Iraqi Oil: Resource Curse or Glorious Blessing?

Our Expert Blogger Ahmed Mousa Jiyad talks to Robert Tollast about Iraq’s energy revolution.

RT: The involvement of major US IOC’s such as Exxon and Chevron in Iraqi Kurdistan has sparked a war of words between Baghdad and Erbil. Possibly concerned about a breakdown in relations between the KRG and Baghdad, the US State Department has warned US IOC’s to be cautious, as a US State Department spokesperson recently said:

We speak about it in Iraq. With regard to our own companies, we continue to tell them that signing contracts for oil exploration or production with any region of Iraq without approval from the federal Iraqi authorities exposes them to potential legal risk, and we continue to tell them – obviously, they’ll make their own business decisions, but unless and until we have federal legislation in Iraq governing these things, something that we’ve been urging, that there are risks for them. So that’s our message to our companies.

This has provoked a furious response from Kurdistan’s Minister for Natural Resources, Ashti Hawrami. Is it correct to say that US IOC’s should pay more attention to Iraqi politics and be a lot more careful?
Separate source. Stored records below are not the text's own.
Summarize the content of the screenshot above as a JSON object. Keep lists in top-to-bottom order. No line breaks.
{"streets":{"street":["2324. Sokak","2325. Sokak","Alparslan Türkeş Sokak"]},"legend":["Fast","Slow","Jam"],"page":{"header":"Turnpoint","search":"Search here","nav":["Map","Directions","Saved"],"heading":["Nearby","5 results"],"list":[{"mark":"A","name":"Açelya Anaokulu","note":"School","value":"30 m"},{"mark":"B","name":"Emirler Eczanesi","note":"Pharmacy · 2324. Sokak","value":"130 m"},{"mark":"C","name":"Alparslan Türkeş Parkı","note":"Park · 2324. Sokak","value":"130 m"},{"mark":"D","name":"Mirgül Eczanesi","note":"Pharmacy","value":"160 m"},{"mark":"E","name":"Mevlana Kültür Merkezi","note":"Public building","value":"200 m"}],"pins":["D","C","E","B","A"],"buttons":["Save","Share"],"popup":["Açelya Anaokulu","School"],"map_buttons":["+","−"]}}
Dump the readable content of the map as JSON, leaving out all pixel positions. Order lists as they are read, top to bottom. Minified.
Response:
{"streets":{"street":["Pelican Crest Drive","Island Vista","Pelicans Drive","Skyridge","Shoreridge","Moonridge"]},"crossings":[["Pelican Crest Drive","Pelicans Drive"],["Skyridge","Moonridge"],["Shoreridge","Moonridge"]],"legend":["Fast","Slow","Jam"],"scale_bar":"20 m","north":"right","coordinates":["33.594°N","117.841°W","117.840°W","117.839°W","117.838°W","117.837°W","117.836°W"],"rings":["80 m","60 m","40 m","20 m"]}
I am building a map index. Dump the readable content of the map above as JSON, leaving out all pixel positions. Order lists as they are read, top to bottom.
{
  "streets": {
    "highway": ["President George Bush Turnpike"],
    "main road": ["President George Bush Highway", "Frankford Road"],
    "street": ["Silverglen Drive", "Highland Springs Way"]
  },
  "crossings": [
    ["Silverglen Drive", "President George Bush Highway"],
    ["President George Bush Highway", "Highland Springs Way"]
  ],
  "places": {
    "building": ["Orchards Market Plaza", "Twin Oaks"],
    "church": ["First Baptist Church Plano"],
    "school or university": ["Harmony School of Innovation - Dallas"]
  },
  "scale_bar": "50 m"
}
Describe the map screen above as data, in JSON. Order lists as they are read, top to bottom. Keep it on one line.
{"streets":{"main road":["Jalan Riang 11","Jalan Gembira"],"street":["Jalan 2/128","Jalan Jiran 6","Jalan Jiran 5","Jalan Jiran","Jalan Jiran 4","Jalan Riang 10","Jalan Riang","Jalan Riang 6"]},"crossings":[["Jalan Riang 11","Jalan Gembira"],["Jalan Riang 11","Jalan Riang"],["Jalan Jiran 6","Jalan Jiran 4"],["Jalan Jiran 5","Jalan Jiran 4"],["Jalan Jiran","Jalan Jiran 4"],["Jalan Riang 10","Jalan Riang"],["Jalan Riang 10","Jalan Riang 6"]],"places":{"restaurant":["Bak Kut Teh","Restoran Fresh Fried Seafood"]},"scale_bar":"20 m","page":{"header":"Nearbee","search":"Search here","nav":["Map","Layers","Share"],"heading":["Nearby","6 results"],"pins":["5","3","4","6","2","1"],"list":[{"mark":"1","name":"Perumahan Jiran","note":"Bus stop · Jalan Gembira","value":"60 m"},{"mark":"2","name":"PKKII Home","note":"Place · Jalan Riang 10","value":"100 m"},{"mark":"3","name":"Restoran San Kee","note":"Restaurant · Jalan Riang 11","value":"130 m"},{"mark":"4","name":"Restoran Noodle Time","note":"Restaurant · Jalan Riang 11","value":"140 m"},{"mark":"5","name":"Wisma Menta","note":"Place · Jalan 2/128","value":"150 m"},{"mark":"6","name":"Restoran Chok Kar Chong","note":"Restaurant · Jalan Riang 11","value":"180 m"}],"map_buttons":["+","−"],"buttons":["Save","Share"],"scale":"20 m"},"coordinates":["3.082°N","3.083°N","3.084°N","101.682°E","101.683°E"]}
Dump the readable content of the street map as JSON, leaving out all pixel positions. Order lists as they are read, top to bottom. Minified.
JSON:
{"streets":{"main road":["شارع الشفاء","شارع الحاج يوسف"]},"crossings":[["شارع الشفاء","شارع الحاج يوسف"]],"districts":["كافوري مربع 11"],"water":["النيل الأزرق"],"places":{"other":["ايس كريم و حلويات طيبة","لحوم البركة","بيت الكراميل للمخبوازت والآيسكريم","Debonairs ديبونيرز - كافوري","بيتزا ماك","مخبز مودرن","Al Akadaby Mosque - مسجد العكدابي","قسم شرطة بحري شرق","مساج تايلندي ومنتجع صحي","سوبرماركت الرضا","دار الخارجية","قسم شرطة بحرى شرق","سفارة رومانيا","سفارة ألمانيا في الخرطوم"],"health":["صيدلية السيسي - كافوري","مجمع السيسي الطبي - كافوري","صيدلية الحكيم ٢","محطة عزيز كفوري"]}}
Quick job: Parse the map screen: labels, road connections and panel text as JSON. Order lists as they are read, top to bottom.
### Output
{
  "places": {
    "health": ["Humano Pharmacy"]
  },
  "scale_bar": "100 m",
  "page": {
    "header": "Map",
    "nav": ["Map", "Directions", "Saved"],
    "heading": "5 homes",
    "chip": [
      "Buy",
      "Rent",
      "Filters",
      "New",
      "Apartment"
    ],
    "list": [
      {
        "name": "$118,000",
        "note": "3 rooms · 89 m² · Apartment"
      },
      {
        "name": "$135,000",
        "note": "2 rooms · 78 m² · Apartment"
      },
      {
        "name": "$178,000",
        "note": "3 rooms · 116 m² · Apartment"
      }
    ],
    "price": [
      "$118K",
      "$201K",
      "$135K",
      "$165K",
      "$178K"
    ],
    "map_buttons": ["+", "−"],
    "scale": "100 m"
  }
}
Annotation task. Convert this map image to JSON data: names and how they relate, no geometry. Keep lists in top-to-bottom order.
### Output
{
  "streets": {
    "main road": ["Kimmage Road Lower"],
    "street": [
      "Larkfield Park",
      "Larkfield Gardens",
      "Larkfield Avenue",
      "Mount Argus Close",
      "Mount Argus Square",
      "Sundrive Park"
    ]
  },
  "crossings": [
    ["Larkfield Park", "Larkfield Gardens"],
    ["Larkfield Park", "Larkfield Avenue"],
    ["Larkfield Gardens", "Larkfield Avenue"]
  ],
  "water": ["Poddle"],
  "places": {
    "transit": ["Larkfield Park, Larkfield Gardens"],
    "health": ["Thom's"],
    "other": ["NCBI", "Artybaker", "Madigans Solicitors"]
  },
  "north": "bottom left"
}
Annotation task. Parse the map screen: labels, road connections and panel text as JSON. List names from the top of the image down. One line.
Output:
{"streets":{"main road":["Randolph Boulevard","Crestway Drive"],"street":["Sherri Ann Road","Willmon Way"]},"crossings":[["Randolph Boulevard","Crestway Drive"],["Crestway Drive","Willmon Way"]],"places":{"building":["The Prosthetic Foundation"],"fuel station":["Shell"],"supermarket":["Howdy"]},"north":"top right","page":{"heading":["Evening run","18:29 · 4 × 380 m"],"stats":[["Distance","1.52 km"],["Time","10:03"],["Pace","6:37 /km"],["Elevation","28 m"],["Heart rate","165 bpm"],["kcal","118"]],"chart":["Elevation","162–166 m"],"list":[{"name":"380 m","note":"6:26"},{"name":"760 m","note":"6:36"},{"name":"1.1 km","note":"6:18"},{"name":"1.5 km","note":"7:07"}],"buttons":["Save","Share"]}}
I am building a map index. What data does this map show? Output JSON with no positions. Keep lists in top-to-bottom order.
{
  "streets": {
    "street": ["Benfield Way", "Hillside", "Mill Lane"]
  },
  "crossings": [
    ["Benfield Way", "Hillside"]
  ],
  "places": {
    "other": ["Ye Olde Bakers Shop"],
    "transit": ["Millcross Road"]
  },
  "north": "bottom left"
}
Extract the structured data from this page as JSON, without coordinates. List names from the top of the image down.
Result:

AMJ- This question covers a plethora of issues.Firstly, it is my humble view that all IOCs should be careful and refrain from getting involved in the internal politics of any country, especially Iraq, and this is particularly true for IOCs with an unfavourable image in the national memory of Iraqis. They are oil companies and they should work as operators to develop the upstream petroleum sector as stipulated in their related service contracts, and thus should not assume any political or diplomatic function- it is not their job to do so. Politics should not be their preoccupation especially when their involvement in domestic politics will add more “fuel on the fire,” to borrow the title of an excellent book by Greg Muttitt.

Second, there is nothing new in the above position of the American administration on the issue under discussion. This citation reconfirms the content of a letter from the American President to Mr. al-Maliki answering the request of the latter for intervention in the ExxonMobil case with the KRG. However, misquotation, misinterpretation and different interpretations become probable depending on who reads this statement, how and why; and this applies to both sides of the isle. Nevertheless, this does not change the fact that production sharing contracts signed by IOCs with the KRG carry serious and daunting legal risks and face very serious uncertainties.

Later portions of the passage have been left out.